With the push toward value-based reimbursement, your clinical documentation improvement (CDI) program is more important than ever. Many health systems have very focused Inpatient programs that leverage the multi-day stays of an inpatient admission to capture maximum reimbursement for the complex care delivered. In this setting, a relatively small group of CDI professionals can review and query the Provider staff to obtain the most accurate coding and thus align reimbursement with the quality care delivered.
However, most of the care given to patients occurs outside of the inpatient setting. Physician offices, outpatient clinics, and ambulatory care centers provide the majority of patient care throughout the US. Most have invested in EHR/EMRs expecting to see the ROI hit the general ledger. But many programs lack the processes, tools, and training for Providers to reap maximum value-based reimbursements in all patient care settings.

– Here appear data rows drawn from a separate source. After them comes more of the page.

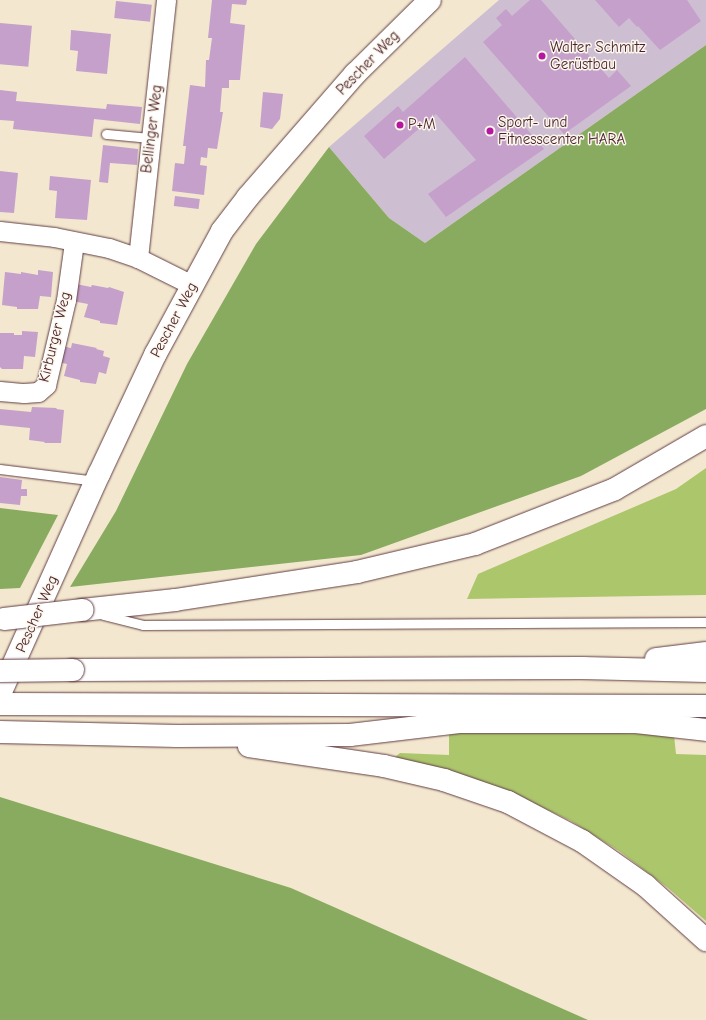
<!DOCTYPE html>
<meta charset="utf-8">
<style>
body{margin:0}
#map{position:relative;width:706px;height:1020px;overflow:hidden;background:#f3e8cf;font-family:"Comic Neue",sans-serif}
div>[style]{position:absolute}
.industrial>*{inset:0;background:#cebed2}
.green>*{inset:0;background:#acc66c}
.forest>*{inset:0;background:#89ab60}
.building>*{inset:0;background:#c4a0cb;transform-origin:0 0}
.roads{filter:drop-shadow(0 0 1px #633d44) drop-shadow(0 0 1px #633d44)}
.lane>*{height:9px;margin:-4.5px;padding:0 4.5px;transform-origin:4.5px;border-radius:4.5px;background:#fff}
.street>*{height:19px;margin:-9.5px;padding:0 9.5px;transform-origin:9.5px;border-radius:9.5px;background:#fff}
.secondary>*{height:22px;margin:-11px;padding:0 11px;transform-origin:11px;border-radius:11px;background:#fff}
.highway>*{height:22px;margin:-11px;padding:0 11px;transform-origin:11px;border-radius:11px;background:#fff}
.bridges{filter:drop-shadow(0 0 1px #633d44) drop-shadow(0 0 1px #633d44)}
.highway-bridge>*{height:22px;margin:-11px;padding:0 11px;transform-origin:11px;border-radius:11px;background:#fff}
.dots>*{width:11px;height:11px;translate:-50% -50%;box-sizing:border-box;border:2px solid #fbf7ec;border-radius:50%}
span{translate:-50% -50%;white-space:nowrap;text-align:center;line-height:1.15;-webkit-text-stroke:3px #fbf7ec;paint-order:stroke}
.poi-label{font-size:15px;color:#4a1f2b}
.left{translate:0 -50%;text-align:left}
.street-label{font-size:15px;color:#4a1f2b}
</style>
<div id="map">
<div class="industrial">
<i style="clip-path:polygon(499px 0,706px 0,706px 45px,425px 243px,389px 218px,329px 147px)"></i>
</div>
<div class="green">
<i style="clip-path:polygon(706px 468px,706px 595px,467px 599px,478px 574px,676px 489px)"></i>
<i style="clip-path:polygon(449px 732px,618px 733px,674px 735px,676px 754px,706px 755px,706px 921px,668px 888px,619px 851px,571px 821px,506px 790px,394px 758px,400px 753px,449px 755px)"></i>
</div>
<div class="forest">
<i style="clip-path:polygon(706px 45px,706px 409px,581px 476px,361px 555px,70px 587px,116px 511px,187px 364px,256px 244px,329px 147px,389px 218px,425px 243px)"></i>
<i style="clip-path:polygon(0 508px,58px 515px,20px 588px,0 589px)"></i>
<i style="clip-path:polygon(0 797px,291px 888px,588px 1020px,0 1020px)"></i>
</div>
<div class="building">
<i style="clip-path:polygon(212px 0,247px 0,246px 5px,232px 4px,230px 23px,245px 25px,240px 80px,229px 80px,229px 88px,222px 88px,220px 112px,223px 112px,217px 149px,208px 148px,207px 158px,201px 157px,200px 165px,207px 166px,204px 195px,172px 191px,175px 163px,184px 164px,186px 146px,183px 146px,190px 85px,205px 87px,206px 60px,209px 60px,212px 38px,208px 38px)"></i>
<i style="clip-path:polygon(530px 0,541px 0,609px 78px,617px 70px,631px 86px,564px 134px,483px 42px,502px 25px,496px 18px,506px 9px,512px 16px)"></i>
<i style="clip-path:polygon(595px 0,687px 0,701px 21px,660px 50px,638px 26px,637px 27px,629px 18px,619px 27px)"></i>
<i style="left:116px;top:1px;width:36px;height:17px;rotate:6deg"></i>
<i style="left:0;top:23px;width:32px;height:41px;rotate:5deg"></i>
<i style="clip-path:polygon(71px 30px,111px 34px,107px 74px,76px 71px,78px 51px,70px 50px)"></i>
<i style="clip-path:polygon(465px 57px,544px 149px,446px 217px,428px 194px,476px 160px,436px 114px,384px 159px,364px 136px,398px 106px,403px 112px)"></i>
<i style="clip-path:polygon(0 90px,17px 92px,16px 101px,106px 109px,107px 104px,142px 107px,140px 124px,94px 119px,92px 137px,13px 129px,14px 121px,0 120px)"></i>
<i style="clip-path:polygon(263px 92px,283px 94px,280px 119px,272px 129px,260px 127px)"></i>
<i style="clip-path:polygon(103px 145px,138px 149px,137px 165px,110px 163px,108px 183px,99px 182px)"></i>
<i style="clip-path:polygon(0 171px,18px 173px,14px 213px,0 212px)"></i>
<i style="clip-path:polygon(50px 176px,91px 180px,87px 220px,55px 218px,57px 191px,49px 190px)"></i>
<i style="left:175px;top:196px;width:25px;height:10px;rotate:7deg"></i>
<i style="clip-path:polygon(38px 270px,53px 272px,51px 297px,40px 296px,38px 309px,17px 309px,17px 307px,2px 305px,5px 272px,21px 274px,21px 272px,38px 275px)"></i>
<i style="clip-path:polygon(76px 284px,91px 287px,92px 285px,108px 288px,109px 287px,124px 292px,117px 325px,100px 323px,100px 321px,84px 317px,88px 304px,72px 301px)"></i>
<i style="clip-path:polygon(22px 331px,38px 332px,35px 357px,24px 356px,23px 369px,2px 369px,0 367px,0 333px,14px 333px,14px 335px,22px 335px)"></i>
<i style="clip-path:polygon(72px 343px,97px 348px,96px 349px,104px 351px,103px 356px,110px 358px,106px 374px,99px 372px,96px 384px,80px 382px,80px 380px,64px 376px,67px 364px,58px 362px,62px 346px,71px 348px)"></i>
<i style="clip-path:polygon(32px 407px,57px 408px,56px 409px,64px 410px,61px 443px,44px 443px,45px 442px,29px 440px,30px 428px,0 425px,0 409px,31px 412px)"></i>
<i style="clip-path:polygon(0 477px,22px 480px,21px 489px,27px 489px,27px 496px,21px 496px,20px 505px,0 503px)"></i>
</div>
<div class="roads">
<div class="lane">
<i style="left:106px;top:134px;width:45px;rotate:5.1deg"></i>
<i style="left:0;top:469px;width:97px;rotate:7.1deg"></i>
<i style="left:103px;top:615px;width:41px;rotate:14deg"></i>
<i style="left:143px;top:625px;width:563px;rotate:-0.31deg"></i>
</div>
<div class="street">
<i style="left:0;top:231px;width:54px;rotate:6.3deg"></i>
<i style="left:54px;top:237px;width:56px;rotate:11.3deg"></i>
<i style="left:109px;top:248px;width:31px;rotate:19deg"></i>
<i style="left:138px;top:258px;width:60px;rotate:26.6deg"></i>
<i style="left:138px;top:258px;width:260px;rotate:-83.8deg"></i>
<i style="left:0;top:391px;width:24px;rotate:5deg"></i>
<i style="left:24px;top:393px;width:14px;rotate:-4deg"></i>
<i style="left:38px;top:392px;width:11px;rotate:-41deg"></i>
<i style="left:46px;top:385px;width:87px;rotate:-76.8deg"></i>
<i style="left:66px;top:300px;width:59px;rotate:-82.1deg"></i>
</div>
<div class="secondary">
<i style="left:0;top:694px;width:241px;rotate:-65.8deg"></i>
<i style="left:99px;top:474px;width:132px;rotate:-64.8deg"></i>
<i style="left:155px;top:355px;width:141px;rotate:-61.6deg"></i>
<i style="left:222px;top:231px;width:43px;rotate:-52.6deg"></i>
<i style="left:248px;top:197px;width:163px;rotate:-49deg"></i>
<i style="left:355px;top:74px;width:105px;rotate:-44.6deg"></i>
</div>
<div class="highway">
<i style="left:82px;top:610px;width:94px;rotate:-6.1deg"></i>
<i style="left:175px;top:600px;width:184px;rotate:-8.7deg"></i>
<i style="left:357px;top:572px;width:121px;rotate:-13.3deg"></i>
<i style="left:475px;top:544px;width:150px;rotate:-21.4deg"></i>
<i style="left:615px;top:489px;width:105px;rotate:-30.2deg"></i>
<i style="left:656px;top:659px;width:50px;rotate:-6.8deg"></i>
<i style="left:73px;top:670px;width:509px;rotate:-0.23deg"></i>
<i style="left:582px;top:668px;width:124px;rotate:1.4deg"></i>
<i style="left:0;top:704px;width:706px;rotate:0.16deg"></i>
<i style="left:0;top:732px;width:177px;rotate:1.3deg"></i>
<i style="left:177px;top:736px;width:173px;rotate:-0.3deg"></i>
<i style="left:350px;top:735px;width:112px;rotate:-6.7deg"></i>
<i style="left:461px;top:722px;width:175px"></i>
<i style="left:636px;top:722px;width:70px;rotate:6.5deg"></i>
<i style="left:249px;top:746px;width:136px;rotate:8.4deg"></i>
<i style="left:384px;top:766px;width:62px;rotate:13.1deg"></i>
<i style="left:444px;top:780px;width:68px;rotate:19deg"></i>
<i style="left:508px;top:802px;width:84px;rotate:27.8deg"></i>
<i style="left:582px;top:841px;width:78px;rotate:35.1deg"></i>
<i style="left:646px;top:886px;width:81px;rotate:42deg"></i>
</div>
</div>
<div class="bridges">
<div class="highway-bridge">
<i style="left:4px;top:619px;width:79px;rotate:-6.6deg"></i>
<i style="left:0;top:671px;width:73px;rotate:-0.8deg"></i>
</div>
</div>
<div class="dots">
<i style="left:542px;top:56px;background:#b5179e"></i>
<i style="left:400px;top:125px;background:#b5179e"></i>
<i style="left:490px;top:131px;background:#b5179e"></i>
</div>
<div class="poi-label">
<span class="left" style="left:550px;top:56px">Walter Schmitz<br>Gerüstbau</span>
<span class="left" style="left:498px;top:131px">Sport- und<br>Fitnesscenter HARA</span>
<span class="left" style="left:408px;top:125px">P+M</span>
</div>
<div class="street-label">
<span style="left:368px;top:63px;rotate:-46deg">Pescher Weg</span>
<span style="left:152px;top:129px;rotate:-83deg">Bellinger Weg</span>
<span style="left:174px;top:320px;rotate:-62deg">Pescher Weg</span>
<span style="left:55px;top:337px;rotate:-76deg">Kirburger Weg</span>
<span style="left:37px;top:614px;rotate:-66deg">Pescher Weg</span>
</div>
</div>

Organizations must focus on CDI in all patient areas including the office, clinic, ambulatory care centers as well as the inpatient care arena. Office practices have providers dispersed to different locations and providers are struggling to see more complex patients in less time. This brings the priority of documentation in a fast and efficient manner to the forefront. Documentation must include the state of the patient, the decision making of the provider, and the plan of care for the patient. Workflow and documentation tools are the base for accurate billing and reimbursement.
Through objective review and analysis of your current state, you’ll identify opportunities in your CDI strategy that you can leverage into a plan of action. What you can anticipate is efficient documentation that accurately reflects the valuable care you provide, improved diagnosis capture, improved case mix indices and maximum reimbursement.